Le Sénat vote en faveur de l’individualisation de l’allocation aux adultes handicapés

Victoire au Sénat !

La proposition de loi vise à assurer une plus grande indépendance financière des personnes en situation de handicap. Le gouvernement s’y est, une nouvelle fois, opposé. Et la majorité reviendra dessus en deuxième lecture à l’Assemblée.

Libération, 10/03/2021

Sans surprise, et malgré l’opposition réitérée du gouvernement, les sénateurs ont voté ce mardi en première lecture en faveur de l’individualisation de l’allocation aux adultes handicapés (AAH). Une mesure inscrite dans la proposition de loi «portant diverses mesures de justice sociale». La chambre haute s’est ainsi prononcée pour la prise en compte des seuls revenus des allocataires de ce minimum social, excluant ainsi ceux de leurs conjoints. D’un montant maximal de 902 euros par mois, l’AAH décroît aujourd’hui en fonction des ressources du foyer, jusqu’à atteindre zéro si le partenaire de l’allocataire gagne plus de 2 270 euros par mois. Un système qui renforce les situations de dépendance économique et accroît les risques de violences conjugales des citoyens (et citoyennes en particulier), dénoncent depuis des années les associations.

La proposition n’est pas neuve. En 2019 déjà, les députés avaient examiné un texte en faveur de l’individualisation de l’AAH, qu’ils avaient retoqué. En février 2020 en revanche, la proposition de loi a été adoptée à l’Assemblée, à la surprise générale, faute de forces LREM en présence. Chaque fois, le gouvernement a rappelé son opposition. Rebelote, donc, ce mardi, Sophie Cluzel, la secrétaire d’Etat aux Personnes handicapées, estimant que cette mesure «vient remettre en cause le cœur de nos principes de solidarité et de redistribution». Et de poursuivre : «Le fait que la solidarité nationale s’appuie sur la solidarité familiale pour adapter son soutien aux personnes précaires constitue la base même de notre système socio-fiscal. Un système où le foyer est considéré comme la cellule protectrice, dans l’esprit même du code civil qui consacre la solidarité entre époux».

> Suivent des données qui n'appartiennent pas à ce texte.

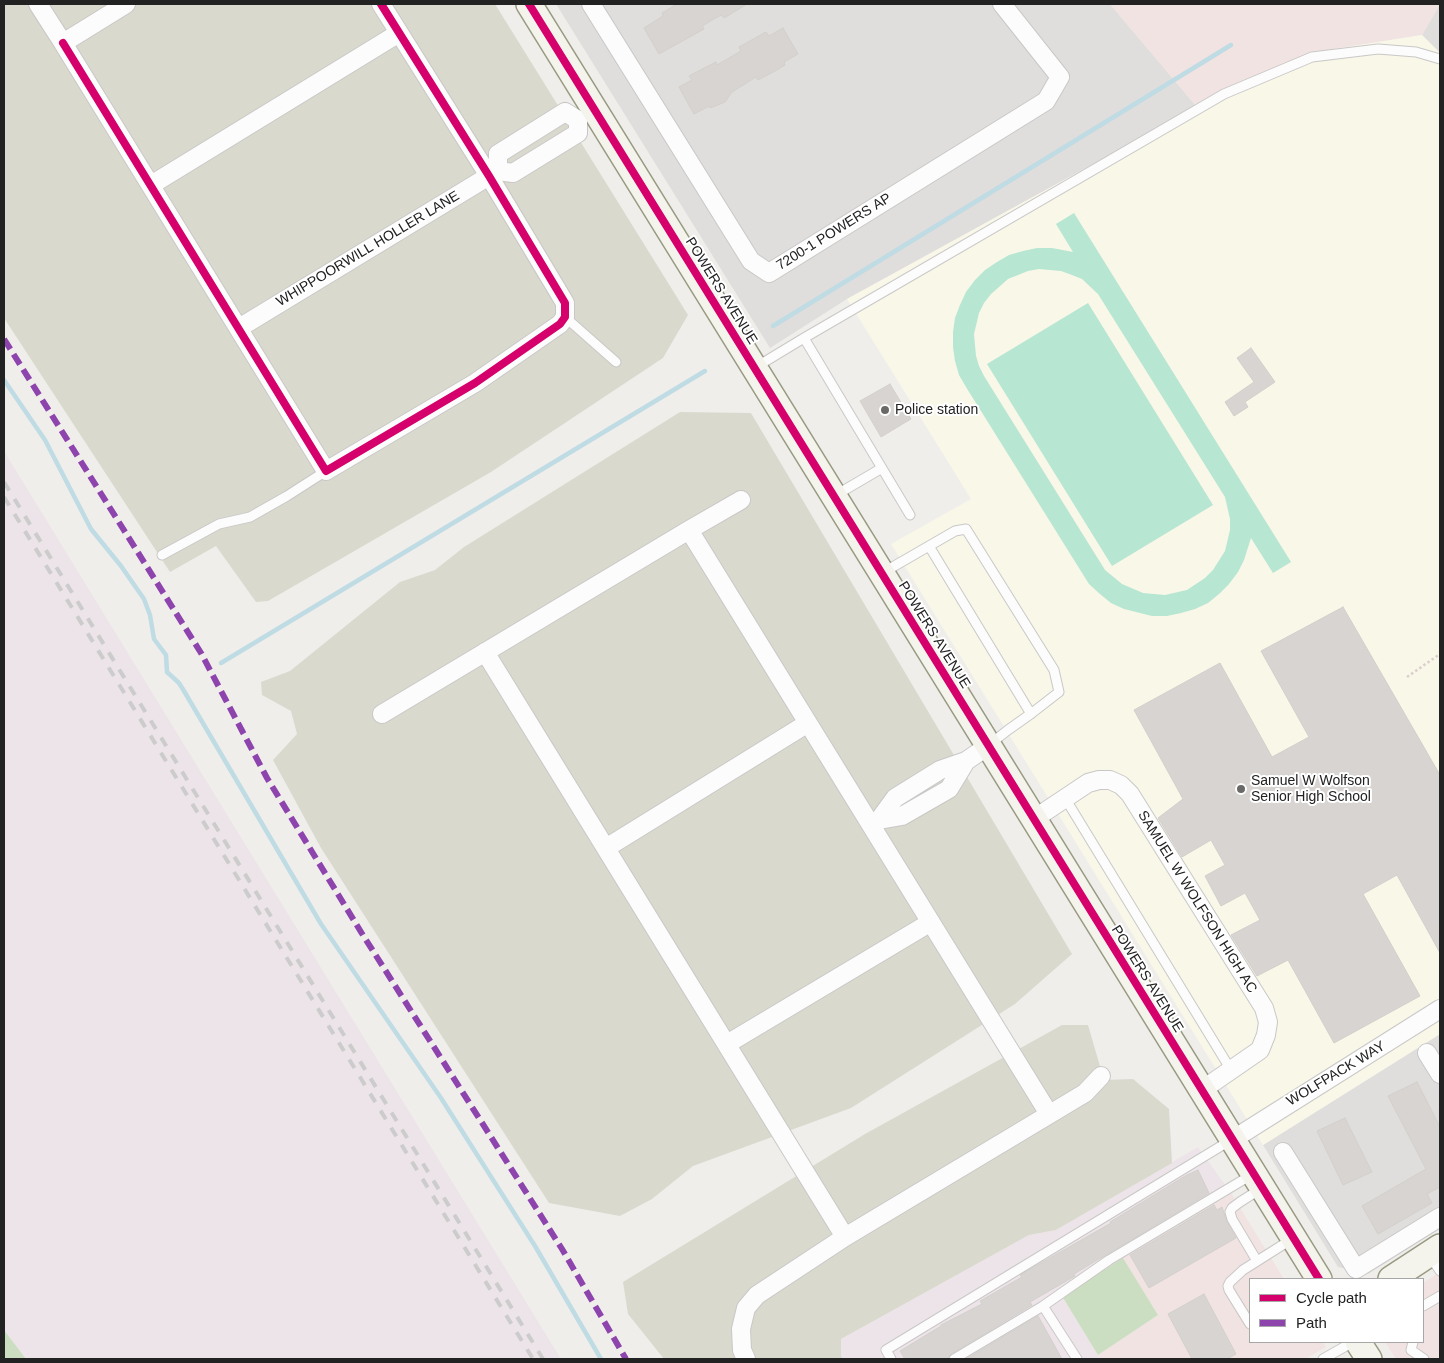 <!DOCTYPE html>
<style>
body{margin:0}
#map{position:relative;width:1444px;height:1363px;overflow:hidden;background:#f0eeeb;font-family:Arial,sans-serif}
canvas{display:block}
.frame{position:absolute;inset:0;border:5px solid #222;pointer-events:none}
.legend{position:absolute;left:1249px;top:1278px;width:175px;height:65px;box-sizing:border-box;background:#fff;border:1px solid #a7a7a7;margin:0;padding:6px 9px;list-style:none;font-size:15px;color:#222}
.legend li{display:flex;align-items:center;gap:10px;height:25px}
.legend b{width:25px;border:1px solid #a7a7a7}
</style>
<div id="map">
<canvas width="1444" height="1363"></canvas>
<div class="frame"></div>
<ul class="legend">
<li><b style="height:6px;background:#d6006c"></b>Cycle path</li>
<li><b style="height:6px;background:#8e44ad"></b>Path</li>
</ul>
</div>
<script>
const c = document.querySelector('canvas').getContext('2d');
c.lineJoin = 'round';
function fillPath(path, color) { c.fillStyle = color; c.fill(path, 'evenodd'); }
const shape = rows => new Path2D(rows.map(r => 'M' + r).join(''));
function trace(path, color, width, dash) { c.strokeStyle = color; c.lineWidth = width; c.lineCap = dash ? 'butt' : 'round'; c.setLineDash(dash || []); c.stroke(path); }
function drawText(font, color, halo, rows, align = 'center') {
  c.font = font + ' Arial,sans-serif'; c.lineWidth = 4; c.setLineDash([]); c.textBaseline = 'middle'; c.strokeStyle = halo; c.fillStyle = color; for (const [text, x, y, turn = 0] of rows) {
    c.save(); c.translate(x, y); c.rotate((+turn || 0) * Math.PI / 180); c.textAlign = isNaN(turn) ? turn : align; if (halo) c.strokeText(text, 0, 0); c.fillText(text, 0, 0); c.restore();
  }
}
fillPath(shape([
 [556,4,1110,4,1197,107,847,299,770,348],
 [1440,4,1440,53,1422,35],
 [1440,1034,1440,1229,1368,1274,1338,1267,1263,1145]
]), '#dfdedc');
fillPath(shape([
 [1110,4,1440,4,1422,35,1315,52,1197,107],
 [1231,1193,1284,1279,1250,1279,1250,1342,1323,1342,1326,1347,1305,1359,1101,1359,1098,1355,1158,1315,1123,1258],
 [1440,1272,1440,1359,1396,1359,1385,1342,1423,1342,1423,1283]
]), '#f1e3e1');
fillPath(shape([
 [4,451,561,1359,26,1359,4,1330],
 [1198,1147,1231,1193,1062,1296,1101,1359,843,1359,841,1356,841,1339,1029,1235,1056,1230]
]), '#ede4e9');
fillPath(shape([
 [1422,35,1440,53,1440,1034,1263,1145,891,544,971,499,847,299,1197,107,1315,52]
]), '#f8f7e8');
fillPath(shape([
 [4,4,495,4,688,315,663,358,491,472,268,601,256,602,216,546,170,572,4,318],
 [680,412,751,413,1072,954,1015,1004,851,1108,693,1166,652,1199,620,1216,549,1203,321,848,273,760,297,734,291,711,262,695,261,682,290,671,400,582,435,570,464,547],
 [1062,1025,1088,1025,1104,1080,1133,1079,1169,1109,1172,1163,1056,1230,1029,1235,841,1339,841,1356,843,1359,664,1359,628,1314,623,1282,865,1134]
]), '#d9d9cd');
fillPath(shape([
 [1123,1258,1158,1315,1098,1355,1062,1296],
 [4,1330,26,1359,4,1359]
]), '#cbdec1');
fillPath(shape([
 [1074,213,1291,562,1273,573,1251,538,1244,560,1238,572,1229,584,1219,594,1208,603,1195,609,1181,613,1167,616,1152,616,1124,609,1111,603,1100,594,1089,584,966,387,959,375,955,361,953,347,953,332,955,318,960,305,966,292,975,280,985,270,997,262,1009,255,1023,251,1037,248,1052,248,1073,252,1056,224],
 [1039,269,1061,271,1072,275,1082,279,1098,294,1225,497,1230,519,1230,530,1225,551,1213,570,1205,578,1187,590,1165,595,1143,593,1122,584,1105,570,984,376,979,366,976,356,974,334,979,313,984,303,991,294,1008,279,1028,271],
 [1088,303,1213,505,1112,566,987,364]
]), '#b7e6d2');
trace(shape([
 [773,326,1231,45],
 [4,380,45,440,91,529,121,566,144,599,150,615,154,639,166,655,167,672,179,683,184,691,321,924,441,1098,535,1246,601,1359],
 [221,663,705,371]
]), '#bfdbe3', 4.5);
const building = shape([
 [677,4,747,4,724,18,721,15,702,26,704,29,659,54,644,28,663,16,662,13,677,4],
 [783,28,798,54,784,62,785,65,775,71,758,80,756,77,732,92,725,102,710,108,709,106,694,114,679,87,692,80,689,76,716,62,717,65,741,51,739,47,766,32,769,36,783,28],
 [1251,348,1275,382,1245,402,1248,407,1234,416,1225,402,1254,382,1237,358,1251,348],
 [890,384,911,419,881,437,860,401,890,384],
 [1343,607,1440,775,1440,953,1397,875,1363,894,1420,996,1334,1043,1288,960,1257,976,1231,935,1260,920,1245,893,1221,906,1205,876,1225,865,1211,840,1182,857,1158,818,1183,799,1134,710,1220,663,1272,757,1309,737,1261,651,1343,607],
 [1417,1082,1440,1127,1440,1187,1427,1194,1432,1203,1378,1234,1362,1206,1426,1169,1388,1096,1417,1082],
 [1345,1118,1372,1172,1343,1185,1317,1131,1345,1118],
 [1198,1170,1209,1193,1074,1274,1075,1276,1030,1302,1032,1305,951,1354,948,1359,905,1359,900,1351,941,1326,941,1325,982,1304,980,1301,1022,1277,1020,1275,1111,1223,1110,1222,1185,1176,1198,1170],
 [1214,1205,1217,1210,1222,1207,1227,1222,1236,1238,1149,1288,1130,1255,1214,1205],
 [1204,1294,1236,1354,1227,1359,1192,1359,1168,1314,1204,1294],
 [1038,1316,1062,1359,966,1359,1038,1316]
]);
fillPath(building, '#d7d4d2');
trace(building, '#d3d0cc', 1);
const lane = shape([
 [565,317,616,362],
 [804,338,910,515],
 [756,367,804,338,1224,94,1312,57,1378,49,1416,52,1440,59],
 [836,495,882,468],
 [929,546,1031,714],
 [162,555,219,524,250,517,287,496,326,471],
 [884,572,955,531,966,529,1054,670,1059,692,1032,713,1008,730,990,744],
 [1065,798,1231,1070],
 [1429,1255,1440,1271],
 [1257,1261,1232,1219,1230,1212,1232,1208,1240,1202,1262,1188],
 [1043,1306,1077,1359],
 [1423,1306,1440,1296],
 [1250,1324,1229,1290,1228,1286,1230,1282,1243,1270,1292,1239],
 [1413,1342,1411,1350,1424,1359],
 [891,1359,886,1350,1231,1140],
 [954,1359,1043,1306,1109,1260,1253,1174],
 [1323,1359,1353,1342]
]);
const street = shape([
 [38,4,63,43,126,4],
 [591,4,751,261,769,273,1046,101,1060,77,1002,4],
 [63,43,326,471,475,383,560,324,565,317,565,303,489,176,381,4],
 [498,171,498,154,565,112,578,120],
 [151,185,399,33],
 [239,328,489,176,498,171,513,173,578,133,578,120],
 [689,530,1049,1114],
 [485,652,845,1237],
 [382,714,689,530,741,500],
 [1034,819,1088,783,1099,780,1110,780,1121,785,1130,794,1264,1008,1268,1022,1266,1035,1260,1050,1202,1090],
 [879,820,895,798,940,770,966,761,988,746],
 [874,822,879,820,902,816,949,789,966,761],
 [606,848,808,723],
 [727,1044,931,922],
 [1427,1053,1440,1074],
 [1232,1140,1440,1009],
 [1283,1152,1356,1269,1440,1217],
 [746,1359,742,1350,741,1329,746,1308,757,1295,845,1237,1085,1093,1101,1076]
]);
const secondary = shape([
 [529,4,1319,1279],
 [1391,1279,1440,1247],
 [1358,1342,1369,1359]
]);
trace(lane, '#c9c8c7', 11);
trace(street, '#c9c8c7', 20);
trace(secondary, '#999a82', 28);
trace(shape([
 [1407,677,1440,654]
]), '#dccecd', 2.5, [2.5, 2.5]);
trace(lane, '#fdfcfc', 9);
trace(street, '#fdfcfc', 18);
trace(secondary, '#f4f4ed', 25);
trace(shape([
 [4,482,543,1359],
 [4,497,533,1359]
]), '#ccc', 4, [10, 10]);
trace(shape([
 [4,339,201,653,267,778,361,932,562,1249,626,1359]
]), '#8e44ad', 6, [12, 6]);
trace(shape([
 [529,4,1319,1279],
 [63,43,326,471,475,383,560,324,565,317,565,303,489,176,381,4]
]), '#d6006c', 8);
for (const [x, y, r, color] of [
 [885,410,5,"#6a6968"],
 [1241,789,5,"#6a6968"]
]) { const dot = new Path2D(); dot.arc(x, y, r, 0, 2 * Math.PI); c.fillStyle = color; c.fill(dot); trace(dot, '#fff', 2); }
drawText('14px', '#222', '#fff', [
 ["7200-1 POWERS AP",834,232,-32],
 ["WHIPPOORWILL HOLLER LANE",368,249,-31],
 ["POWERS AVENUE",721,291,58],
 ["POWERS AVENUE",934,635,58],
 ["SAMUEL W WOLFSON HIGH AC",1197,902,58],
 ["POWERS AVENUE",1147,979,58],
 ["WOLFPACK WAY",1336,1074,-31]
]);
drawText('14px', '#222', '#fff', [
 ["Police station",895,410],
 ["Samuel W Wolfson",1251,781],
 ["Senior High School",1251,797]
], 'left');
</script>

1,2 million de personnes touchent l’AAH, dont 270 000 sont en couple. Cela représente une dépense annuelle d’environ 11 milliards d’euros pour l’Etat. Le gouvernement n’a eu de cesse d’affirmer que la réforme ferait trop de perdants parmi les allocataires actuels, quand bien même aucune étude d’impact n’ait été menée en amont de l’examen du texte. La secrétaire d’Etat avait pourtant déclaré en février 2020 devant l’Assemblée : «Je m’engage devant vous tous dans cet hémicycle à vous présenter d’ici à juin un rapport très circonstancié sur les perdants et les gagnants». Rapport qui n’a donc jamais vu le jour.

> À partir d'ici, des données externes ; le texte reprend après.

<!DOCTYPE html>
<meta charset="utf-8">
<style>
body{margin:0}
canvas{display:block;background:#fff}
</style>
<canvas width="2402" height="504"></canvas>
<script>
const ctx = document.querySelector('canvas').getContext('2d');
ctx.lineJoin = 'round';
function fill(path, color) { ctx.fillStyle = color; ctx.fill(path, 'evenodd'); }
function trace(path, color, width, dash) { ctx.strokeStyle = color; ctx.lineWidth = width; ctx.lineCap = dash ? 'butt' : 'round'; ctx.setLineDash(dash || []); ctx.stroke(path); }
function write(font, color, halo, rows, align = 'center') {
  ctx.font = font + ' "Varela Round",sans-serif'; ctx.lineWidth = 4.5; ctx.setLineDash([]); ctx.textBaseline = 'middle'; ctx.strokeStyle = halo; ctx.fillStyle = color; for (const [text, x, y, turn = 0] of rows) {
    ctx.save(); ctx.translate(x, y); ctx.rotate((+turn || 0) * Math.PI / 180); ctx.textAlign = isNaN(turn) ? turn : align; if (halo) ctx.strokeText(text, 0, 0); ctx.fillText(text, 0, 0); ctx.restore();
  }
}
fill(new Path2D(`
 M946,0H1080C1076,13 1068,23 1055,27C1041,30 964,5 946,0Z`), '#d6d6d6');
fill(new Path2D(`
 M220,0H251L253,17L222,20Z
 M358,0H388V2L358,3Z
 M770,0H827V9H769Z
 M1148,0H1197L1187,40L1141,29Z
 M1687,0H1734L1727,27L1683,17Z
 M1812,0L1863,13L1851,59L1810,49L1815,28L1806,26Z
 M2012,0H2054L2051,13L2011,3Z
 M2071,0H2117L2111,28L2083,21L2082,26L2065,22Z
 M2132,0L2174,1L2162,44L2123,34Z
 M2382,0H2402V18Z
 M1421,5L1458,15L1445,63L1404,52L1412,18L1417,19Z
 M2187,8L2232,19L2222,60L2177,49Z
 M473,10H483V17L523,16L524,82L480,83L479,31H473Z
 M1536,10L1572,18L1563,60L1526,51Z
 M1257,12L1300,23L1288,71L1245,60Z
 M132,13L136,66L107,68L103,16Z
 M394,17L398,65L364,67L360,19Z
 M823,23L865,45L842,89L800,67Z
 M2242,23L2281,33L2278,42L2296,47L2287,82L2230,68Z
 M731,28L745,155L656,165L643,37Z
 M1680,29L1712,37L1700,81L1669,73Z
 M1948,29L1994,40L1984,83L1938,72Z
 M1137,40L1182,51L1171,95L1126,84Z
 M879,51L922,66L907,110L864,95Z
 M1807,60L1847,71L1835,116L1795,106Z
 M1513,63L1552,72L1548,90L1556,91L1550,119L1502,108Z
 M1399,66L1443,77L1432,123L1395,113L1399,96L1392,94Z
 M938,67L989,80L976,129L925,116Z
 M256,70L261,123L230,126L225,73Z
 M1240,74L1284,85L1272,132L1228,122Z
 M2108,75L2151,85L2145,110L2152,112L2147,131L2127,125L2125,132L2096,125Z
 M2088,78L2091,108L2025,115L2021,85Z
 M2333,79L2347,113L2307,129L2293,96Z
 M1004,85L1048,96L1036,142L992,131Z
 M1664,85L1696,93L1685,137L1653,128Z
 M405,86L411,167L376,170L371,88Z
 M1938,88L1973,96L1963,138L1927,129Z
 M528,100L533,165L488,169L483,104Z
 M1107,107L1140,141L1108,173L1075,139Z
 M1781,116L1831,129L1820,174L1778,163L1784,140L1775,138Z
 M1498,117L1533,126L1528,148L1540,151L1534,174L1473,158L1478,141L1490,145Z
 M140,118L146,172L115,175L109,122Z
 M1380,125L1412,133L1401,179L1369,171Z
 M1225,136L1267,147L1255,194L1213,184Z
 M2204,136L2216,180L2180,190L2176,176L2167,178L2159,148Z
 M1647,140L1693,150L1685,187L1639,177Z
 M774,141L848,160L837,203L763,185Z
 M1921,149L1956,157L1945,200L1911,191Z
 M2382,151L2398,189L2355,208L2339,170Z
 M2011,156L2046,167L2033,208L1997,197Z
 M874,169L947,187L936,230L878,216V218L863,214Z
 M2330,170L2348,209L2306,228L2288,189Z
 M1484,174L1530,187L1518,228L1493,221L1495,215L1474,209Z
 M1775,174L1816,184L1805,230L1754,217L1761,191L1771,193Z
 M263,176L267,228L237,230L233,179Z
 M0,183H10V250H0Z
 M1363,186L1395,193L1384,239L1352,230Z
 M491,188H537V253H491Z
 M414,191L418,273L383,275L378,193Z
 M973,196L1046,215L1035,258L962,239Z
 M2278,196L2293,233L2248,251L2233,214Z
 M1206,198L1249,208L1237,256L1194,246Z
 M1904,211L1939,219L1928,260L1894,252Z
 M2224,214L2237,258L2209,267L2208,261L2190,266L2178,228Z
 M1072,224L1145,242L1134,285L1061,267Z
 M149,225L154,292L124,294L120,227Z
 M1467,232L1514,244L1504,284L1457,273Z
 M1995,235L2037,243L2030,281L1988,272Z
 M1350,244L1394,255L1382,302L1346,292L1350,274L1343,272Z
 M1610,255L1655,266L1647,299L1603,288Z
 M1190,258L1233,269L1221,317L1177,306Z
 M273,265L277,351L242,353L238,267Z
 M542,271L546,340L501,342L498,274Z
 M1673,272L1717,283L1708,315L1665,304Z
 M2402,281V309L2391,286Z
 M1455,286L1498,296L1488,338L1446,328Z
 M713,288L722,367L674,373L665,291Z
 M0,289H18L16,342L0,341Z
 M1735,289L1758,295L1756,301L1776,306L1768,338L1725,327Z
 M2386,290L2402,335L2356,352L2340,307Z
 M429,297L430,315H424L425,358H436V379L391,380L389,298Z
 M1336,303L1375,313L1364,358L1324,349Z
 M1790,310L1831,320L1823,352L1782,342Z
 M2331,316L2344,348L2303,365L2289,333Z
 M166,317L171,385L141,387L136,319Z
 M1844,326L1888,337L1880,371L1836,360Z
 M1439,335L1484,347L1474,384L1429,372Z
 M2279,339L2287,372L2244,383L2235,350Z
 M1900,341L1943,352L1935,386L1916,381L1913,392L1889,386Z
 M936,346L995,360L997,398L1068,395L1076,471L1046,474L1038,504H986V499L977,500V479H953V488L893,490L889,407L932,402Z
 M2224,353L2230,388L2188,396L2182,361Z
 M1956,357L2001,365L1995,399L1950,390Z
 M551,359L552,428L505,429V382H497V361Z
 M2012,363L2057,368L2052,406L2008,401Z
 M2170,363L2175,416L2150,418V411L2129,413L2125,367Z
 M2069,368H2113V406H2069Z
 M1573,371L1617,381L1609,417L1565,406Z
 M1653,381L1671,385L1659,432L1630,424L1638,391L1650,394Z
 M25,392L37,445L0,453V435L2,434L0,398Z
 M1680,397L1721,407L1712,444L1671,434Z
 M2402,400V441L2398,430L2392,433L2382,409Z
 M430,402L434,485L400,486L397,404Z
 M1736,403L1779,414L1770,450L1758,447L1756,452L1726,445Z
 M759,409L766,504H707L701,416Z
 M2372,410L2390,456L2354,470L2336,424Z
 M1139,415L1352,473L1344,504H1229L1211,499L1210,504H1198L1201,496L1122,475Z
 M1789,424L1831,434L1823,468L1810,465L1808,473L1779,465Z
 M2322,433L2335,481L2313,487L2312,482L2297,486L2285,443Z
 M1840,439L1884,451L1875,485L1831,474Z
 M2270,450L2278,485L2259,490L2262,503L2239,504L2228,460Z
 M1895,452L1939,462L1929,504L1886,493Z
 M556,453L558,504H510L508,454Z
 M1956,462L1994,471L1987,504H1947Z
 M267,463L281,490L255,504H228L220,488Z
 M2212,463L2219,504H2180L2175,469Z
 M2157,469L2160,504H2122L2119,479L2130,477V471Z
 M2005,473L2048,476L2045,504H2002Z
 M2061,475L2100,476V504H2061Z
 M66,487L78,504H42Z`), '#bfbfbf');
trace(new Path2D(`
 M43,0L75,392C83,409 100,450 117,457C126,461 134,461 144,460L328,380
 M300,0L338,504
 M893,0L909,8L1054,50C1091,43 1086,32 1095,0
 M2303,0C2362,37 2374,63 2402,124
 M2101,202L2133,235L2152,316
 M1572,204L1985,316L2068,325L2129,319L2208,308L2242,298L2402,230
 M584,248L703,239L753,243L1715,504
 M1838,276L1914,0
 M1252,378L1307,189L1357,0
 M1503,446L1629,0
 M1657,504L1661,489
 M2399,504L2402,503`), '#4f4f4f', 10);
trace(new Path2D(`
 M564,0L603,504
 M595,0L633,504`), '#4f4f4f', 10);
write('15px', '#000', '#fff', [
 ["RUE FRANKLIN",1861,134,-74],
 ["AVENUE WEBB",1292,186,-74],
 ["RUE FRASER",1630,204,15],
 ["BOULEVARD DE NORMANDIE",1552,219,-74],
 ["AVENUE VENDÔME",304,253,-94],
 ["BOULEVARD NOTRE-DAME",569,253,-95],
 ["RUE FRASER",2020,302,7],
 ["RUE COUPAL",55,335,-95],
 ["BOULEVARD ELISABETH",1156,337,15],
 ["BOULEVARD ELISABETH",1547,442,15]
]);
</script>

Ce mardi devant le Sénat, Sophie Cluzel a cette fois proposé le lancement d’une «mission» afin de faire le point sur les différents dispositifs dédiés aux personnes handicapées, estimant que «ces réflexions nécessitent un temps plus long que celui offert par le débat parlementaire». Temps que les sénateurs ont donc choisi de ne pas prendre. Mais l’affaire est loin d’être réglée. La proposition de loi doit repartir en deuxième lecture à l’Assemblée nationale, où les députés LREM pourraient se montrer plus assidus que l’an passé.